**TASK**
Each entry below must be repeated word for word.

**SOURCE MATERIAL**
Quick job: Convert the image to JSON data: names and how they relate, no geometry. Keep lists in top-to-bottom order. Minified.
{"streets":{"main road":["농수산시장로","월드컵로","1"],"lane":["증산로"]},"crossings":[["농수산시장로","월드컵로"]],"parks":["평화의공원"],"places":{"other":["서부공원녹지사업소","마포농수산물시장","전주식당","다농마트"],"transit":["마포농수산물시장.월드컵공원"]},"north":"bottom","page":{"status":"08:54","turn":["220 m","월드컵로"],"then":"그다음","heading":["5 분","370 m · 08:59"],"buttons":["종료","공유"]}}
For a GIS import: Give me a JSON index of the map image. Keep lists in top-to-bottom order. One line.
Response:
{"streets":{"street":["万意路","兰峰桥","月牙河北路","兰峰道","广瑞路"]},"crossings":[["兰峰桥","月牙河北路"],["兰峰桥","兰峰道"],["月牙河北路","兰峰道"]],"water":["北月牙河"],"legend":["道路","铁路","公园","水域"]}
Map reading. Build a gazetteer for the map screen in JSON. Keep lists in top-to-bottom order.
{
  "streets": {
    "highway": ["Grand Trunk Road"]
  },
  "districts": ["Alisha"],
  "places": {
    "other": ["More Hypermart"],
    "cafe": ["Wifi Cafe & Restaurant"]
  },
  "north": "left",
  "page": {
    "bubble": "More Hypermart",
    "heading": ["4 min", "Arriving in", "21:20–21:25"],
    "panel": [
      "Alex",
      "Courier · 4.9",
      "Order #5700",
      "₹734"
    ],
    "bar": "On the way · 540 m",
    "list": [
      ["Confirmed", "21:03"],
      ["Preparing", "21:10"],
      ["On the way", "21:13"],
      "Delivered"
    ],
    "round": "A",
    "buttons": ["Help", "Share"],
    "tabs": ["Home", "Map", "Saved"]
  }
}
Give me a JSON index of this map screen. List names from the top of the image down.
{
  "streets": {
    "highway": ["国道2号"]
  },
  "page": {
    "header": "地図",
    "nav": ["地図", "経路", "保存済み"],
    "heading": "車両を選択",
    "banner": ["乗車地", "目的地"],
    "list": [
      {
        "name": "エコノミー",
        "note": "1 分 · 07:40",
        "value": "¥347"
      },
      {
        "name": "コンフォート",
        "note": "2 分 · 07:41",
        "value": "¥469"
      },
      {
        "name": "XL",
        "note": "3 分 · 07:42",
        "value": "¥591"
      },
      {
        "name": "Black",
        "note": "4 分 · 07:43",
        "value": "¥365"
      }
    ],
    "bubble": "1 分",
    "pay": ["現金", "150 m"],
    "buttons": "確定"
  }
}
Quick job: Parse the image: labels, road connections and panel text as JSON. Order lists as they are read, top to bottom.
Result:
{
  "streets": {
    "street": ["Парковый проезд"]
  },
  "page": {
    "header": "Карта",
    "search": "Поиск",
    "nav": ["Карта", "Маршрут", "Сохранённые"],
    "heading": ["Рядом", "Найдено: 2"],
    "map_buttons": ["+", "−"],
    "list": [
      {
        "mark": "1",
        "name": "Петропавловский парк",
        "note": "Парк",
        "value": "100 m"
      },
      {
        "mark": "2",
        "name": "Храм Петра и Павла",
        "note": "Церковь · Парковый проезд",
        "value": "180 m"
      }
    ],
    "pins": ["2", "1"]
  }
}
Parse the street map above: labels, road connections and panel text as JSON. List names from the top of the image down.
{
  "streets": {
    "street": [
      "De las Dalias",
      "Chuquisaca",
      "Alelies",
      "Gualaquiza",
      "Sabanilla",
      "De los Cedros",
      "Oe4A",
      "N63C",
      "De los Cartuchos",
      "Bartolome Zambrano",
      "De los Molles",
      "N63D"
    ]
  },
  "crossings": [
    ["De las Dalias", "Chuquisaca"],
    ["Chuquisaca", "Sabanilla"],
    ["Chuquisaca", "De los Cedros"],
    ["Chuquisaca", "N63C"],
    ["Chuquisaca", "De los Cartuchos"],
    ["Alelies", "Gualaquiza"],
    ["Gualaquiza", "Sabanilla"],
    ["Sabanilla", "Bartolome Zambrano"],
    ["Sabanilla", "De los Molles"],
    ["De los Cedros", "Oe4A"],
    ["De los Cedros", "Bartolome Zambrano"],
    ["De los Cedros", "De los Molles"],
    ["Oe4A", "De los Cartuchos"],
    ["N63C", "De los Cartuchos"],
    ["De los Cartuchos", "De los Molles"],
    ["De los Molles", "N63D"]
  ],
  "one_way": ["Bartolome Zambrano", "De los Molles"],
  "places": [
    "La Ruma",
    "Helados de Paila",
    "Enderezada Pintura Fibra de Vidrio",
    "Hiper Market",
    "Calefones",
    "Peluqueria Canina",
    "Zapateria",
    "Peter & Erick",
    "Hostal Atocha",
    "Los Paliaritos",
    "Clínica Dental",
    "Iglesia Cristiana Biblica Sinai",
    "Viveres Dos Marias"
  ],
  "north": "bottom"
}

**TASK ANSWER**
Quick job: Convert the image to JSON data: names and how they relate, no geometry. Keep lists in top-to-bottom order. Minified.
{"streets":{"main road":["농수산시장로","월드컵로","1"],"lane":["증산로"]},"crossings":[["농수산시장로","월드컵로"]],"parks":["평화의공원"],"places":{"other":["서부공원녹지사업소","마포농수산물시장","전주식당","다농마트"],"transit":["마포농수산물시장.월드컵공원"]},"north":"bottom","page":{"status":"08:54","turn":["220 m","월드컵로"],"then":"그다음","heading":["5 분","370 m · 08:59"],"buttons":["종료","공유"]}}
For a GIS import: Give me a JSON index of the map image. Keep lists in top-to-bottom order. One line.
Response:
{"streets":{"street":["万意路","兰峰桥","月牙河北路","兰峰道","广瑞路"]},"crossings":[["兰峰桥","月牙河北路"],["兰峰桥","兰峰道"],["月牙河北路","兰峰道"]],"water":["北月牙河"],"legend":["道路","铁路","公园","水域"]}
Map reading. Build a gazetteer for the map screen in JSON. Keep lists in top-to-bottom order.
{
  "streets": {
    "highway": ["Grand Trunk Road"]
  },
  "districts": ["Alisha"],
  "places": {
    "other": ["More Hypermart"],
    "cafe": ["Wifi Cafe & Restaurant"]
  },
  "north": "left",
  "page": {
    "bubble": "More Hypermart",
    "heading": ["4 min", "Arriving in", "21:20–21:25"],
    "panel": [
      "Alex",
      "Courier · 4.9",
      "Order #5700",
      "₹734"
    ],
    "bar": "On the way · 540 m",
    "list": [
      ["Confirmed", "21:03"],
      ["Preparing", "21:10"],
      ["On the way", "21:13"],
      "Delivered"
    ],
    "round": "A",
    "buttons": ["Help", "Share"],
    "tabs": ["Home", "Map", "Saved"]
  }
}
Give me a JSON index of this map screen. List names from the top of the image down.
{
  "streets": {
    "highway": ["国道2号"]
  },
  "page": {
    "header": "地図",
    "nav": ["地図", "経路", "保存済み"],
    "heading": "車両を選択",
    "banner": ["乗車地", "目的地"],
    "list": [
      {
        "name": "エコノミー",
        "note": "1 分 · 07:40",
        "value": "¥347"
      },
      {
        "name": "コンフォート",
        "note": "2 分 · 07:41",
        "value": "¥469"
      },
      {
        "name": "XL",
        "note": "3 分 · 07:42",
        "value": "¥591"
      },
      {
        "name": "Black",
        "note": "4 分 · 07:43",
        "value": "¥365"
      }
    ],
    "bubble": "1 分",
    "pay": ["現金", "150 m"],
    "buttons": "確定"
  }
}
Quick job: Parse the image: labels, road connections and panel text as JSON. Order lists as they are read, top to bottom.
Result:
{
  "streets": {
    "street": ["Парковый проезд"]
  },
  "page": {
    "header": "Карта",
    "search": "Поиск",
    "nav": ["Карта", "Маршрут", "Сохранённые"],
    "heading": ["Рядом", "Найдено: 2"],
    "map_buttons": ["+", "−"],
    "list": [
      {
        "mark": "1",
        "name": "Петропавловский парк",
        "note": "Парк",
        "value": "100 m"
      },
      {
        "mark": "2",
        "name": "Храм Петра и Павла",
        "note": "Церковь · Парковый проезд",
        "value": "180 m"
      }
    ],
    "pins": ["2", "1"]
  }
}
Parse the street map above: labels, road connections and panel text as JSON. List names from the top of the image down.
{
  "streets": {
    "street": [
      "De las Dalias",
      "Chuquisaca",
      "Alelies",
      "Gualaquiza",
      "Sabanilla",
      "De los Cedros",
      "Oe4A",
      "N63C",
      "De los Cartuchos",
      "Bartolome Zambrano",
      "De los Molles",
      "N63D"
    ]
  },
  "crossings": [
    ["De las Dalias", "Chuquisaca"],
    ["Chuquisaca", "Sabanilla"],
    ["Chuquisaca", "De los Cedros"],
    ["Chuquisaca", "N63C"],
    ["Chuquisaca", "De los Cartuchos"],
    ["Alelies", "Gualaquiza"],
    ["Gualaquiza", "Sabanilla"],
    ["Sabanilla", "Bartolome Zambrano"],
    ["Sabanilla", "De los Molles"],
    ["De los Cedros", "Oe4A"],
    ["De los Cedros", "Bartolome Zambrano"],
    ["De los Cedros", "De los Molles"],
    ["Oe4A", "De los Cartuchos"],
    ["N63C", "De los Cartuchos"],
    ["De los Cartuchos", "De los Molles"],
    ["De los Molles", "N63D"]
  ],
  "one_way": ["Bartolome Zambrano", "De los Molles"],
  "places": [
    "La Ruma",
    "Helados de Paila",
    "Enderezada Pintura Fibra de Vidrio",
    "Hiper Market",
    "Calefones",
    "Peluqueria Canina",
    "Zapateria",
    "Peter & Erick",
    "Hostal Atocha",
    "Los Paliaritos",
    "Clínica Dental",
    "Iglesia Cristiana Biblica Sinai",
    "Viveres Dos Marias"
  ],
  "north": "bottom"
}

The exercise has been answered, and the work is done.